V.J. Shiner, Dr. Tilley‘s former PI, did a lot of work with this effect and found that he could affect gamma silyl elimination of gamma silyl cyclohexyl brosylates. He noted an interesting trend :i f the relationship was “W” or the gamma silyl group was in a cis relationship (B, green arrow) to the leaving group, he observed that cyclopropyl products formed in addition to rearrangement products and substitution. However if the relationship was trans, no cyclopropyl products were observed and only elimination and substitution without retention occurred (A, Red arrow). Shiner explained it as percaudal participation of the silyl back lobe with the forming cation (see below). However, cyclopropanation was only a minor product, giving at most 20% conversion to the small ring system.



I began work on this project in the summer of  ’07. My orginal goal was the preparation of bicyclobutane via 1,3 gamma silyl elimination  to form the brigehead bond. Now that’s truly a feat if you considered a cationic approach (which is much more difficult to control) has never been used to form just a bond in the cyclobutyl system and the amount of strain that would be introduced by forming such a bond. After getting to the desired gamma-silyl cyclobutanol, I attempted to put on leaving groups with mixed success. Any sort of reactive leaving group (i.e. tosylate, mesylate etc.) readily decomposed on workup. Other reactive groups like the iodide was stable but when solvolyzed gave only subsitution or rearrangment to give beta silyl elimination  It seemed that we wouldn’t be able to get our methodology to work in this sysyem. However, since we found that the tosylate was stable in solution, we attempted to pyrolysize it and collect the vapor coming off of the reaction. We were pleased to find that bicyclobutane did form, but only in 2.5% yield.

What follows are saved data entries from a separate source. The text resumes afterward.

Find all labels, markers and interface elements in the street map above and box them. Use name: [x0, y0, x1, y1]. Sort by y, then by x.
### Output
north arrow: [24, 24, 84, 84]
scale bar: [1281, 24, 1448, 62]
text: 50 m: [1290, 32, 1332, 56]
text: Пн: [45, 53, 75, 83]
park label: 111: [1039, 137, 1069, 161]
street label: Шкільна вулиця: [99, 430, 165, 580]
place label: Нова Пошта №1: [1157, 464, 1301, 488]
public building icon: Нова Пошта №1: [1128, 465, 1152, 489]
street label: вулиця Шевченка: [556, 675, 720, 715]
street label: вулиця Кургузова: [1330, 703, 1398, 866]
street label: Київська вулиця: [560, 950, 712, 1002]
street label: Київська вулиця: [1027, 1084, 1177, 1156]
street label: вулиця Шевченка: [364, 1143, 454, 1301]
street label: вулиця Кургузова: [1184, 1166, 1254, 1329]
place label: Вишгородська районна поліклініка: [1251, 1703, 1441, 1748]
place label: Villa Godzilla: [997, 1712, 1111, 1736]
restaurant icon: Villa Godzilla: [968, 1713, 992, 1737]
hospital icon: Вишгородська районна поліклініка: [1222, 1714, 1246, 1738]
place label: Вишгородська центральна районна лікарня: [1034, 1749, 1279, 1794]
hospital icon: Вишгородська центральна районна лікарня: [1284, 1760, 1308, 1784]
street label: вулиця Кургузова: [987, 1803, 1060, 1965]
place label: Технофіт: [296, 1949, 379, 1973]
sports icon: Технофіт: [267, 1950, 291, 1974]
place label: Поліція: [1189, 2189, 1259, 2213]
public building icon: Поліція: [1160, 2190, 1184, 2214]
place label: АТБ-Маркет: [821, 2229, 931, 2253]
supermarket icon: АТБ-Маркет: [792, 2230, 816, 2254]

Going off of work by Gassman regarding NGP and electron-deficient cations (or destabilized cations if you will), I then investigated what would happen is we placed a electron-withdrawing group (EWG) at the cationic center. In theory, it should dramatically increase NGP causing the silicon to be much more electrophilic. The electrophilic Si should be readily eliminated at that point. So simply (if you can call two years of simply) modified my method to introduce a CF3 group and then tosylated it.  In December of 2009 I solvolyzed it to give a new bicyclobutane! Moreover as the only product of solvolysis showing the power of the EWG in enhancing gamma silyl participation. It took some time but in april of 2010 I finally isolated and purified the CF3-Bicyclo. When your compound boils at 28 oC, distillation becomes a real issue and forget columns or conventional techniques. However, I couldn’t get it more than 60% pure. Hence I turned my attention to writing up what I did while Professor Tilley focused on the purification. That summer after I graduated, Professor Tilley had his students synthesized the pentafluoroethyl derivative and, by using a 60/40 mixture of H2O to trifluoroethanol, he was able to successfully distill off the CF3 bicyclo in 97% purity. I’d say that was key to the success of our article. We also established a small collaberation with UC Berkely via a former Stonehill student, Ellen Sletten. One of the instruments at UC Berkley could do whats called a HOESY. We were able to determing the relative stereochemistry of the major isomer after trifluoromethylation. This gave us insight into the mechanism. It showed us that the cis isomer was indeed the one undergoing solvolysis, while the minor trans isomer failed to react. Annnnd thats enough for now. I hope you enjoy the article!!! Ckellz…signing off.